- [Your goal]:
Which lines of the data contain the string "Middle"? Copy every one.

● ● ● ● ●

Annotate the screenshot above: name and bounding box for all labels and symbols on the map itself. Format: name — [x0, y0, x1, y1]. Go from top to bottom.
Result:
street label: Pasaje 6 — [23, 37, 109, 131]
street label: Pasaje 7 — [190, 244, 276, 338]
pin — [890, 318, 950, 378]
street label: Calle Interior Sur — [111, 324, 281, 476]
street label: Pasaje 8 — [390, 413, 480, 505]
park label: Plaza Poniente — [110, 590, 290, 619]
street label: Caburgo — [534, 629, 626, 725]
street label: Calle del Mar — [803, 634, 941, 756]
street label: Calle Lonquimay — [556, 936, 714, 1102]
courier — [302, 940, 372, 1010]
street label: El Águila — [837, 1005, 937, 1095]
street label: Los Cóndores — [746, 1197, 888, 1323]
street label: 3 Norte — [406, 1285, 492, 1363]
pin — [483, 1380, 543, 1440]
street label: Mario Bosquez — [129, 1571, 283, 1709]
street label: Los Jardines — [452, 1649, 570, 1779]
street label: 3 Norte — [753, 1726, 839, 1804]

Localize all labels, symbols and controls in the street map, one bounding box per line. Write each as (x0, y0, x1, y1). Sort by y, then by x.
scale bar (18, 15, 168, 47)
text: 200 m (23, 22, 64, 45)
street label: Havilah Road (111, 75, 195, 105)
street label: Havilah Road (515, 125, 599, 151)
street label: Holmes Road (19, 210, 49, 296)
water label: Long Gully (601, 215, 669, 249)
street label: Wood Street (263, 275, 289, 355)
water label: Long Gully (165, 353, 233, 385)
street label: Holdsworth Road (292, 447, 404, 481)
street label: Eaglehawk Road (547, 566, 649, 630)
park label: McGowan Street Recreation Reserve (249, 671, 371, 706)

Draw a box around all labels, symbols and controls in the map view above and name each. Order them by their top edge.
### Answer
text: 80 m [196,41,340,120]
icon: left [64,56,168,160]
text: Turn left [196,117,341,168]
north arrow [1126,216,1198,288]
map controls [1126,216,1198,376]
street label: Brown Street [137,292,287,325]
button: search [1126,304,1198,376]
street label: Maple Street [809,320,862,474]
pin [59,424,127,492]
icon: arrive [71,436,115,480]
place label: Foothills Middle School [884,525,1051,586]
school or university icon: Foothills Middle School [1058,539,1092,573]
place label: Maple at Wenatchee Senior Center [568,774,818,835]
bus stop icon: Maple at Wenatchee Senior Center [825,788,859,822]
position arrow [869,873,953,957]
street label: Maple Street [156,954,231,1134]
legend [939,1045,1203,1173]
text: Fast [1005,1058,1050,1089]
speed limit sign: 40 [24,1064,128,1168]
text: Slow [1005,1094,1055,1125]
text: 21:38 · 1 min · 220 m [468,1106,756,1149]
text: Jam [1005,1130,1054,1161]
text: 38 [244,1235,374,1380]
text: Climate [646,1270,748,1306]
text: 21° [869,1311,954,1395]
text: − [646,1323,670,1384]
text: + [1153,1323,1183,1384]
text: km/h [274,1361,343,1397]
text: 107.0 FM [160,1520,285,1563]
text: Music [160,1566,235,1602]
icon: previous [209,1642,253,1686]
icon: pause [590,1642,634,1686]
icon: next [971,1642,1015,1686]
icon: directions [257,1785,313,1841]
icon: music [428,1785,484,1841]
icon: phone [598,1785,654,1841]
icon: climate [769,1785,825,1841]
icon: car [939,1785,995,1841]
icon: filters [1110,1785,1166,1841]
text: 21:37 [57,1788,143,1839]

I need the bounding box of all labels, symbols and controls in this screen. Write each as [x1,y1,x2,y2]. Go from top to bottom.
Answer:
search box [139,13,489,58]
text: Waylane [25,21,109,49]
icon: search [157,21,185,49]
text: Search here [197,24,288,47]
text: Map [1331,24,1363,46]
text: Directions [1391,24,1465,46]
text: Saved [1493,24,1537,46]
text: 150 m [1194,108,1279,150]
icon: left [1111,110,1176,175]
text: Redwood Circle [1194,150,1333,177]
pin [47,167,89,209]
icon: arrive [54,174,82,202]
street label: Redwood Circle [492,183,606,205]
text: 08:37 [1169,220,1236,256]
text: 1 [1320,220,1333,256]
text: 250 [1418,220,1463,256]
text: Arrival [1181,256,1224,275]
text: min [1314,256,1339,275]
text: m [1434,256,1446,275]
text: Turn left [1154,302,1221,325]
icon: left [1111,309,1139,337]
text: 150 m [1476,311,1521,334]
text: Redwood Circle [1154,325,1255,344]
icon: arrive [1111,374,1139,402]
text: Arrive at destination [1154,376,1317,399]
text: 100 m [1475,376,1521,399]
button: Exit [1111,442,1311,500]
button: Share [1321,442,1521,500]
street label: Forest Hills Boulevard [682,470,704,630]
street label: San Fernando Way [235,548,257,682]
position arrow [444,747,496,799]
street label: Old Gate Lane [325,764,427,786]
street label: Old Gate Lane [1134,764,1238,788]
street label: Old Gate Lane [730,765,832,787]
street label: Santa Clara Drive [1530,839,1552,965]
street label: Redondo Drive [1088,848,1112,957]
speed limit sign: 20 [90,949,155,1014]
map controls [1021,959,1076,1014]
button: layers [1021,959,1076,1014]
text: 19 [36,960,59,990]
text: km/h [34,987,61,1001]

● ● ● ● ●

- [Solution for this problem]:
place label: Foothills Middle School [884,525,1051,586]
school or university icon: Foothills Middle School [1058,539,1092,573]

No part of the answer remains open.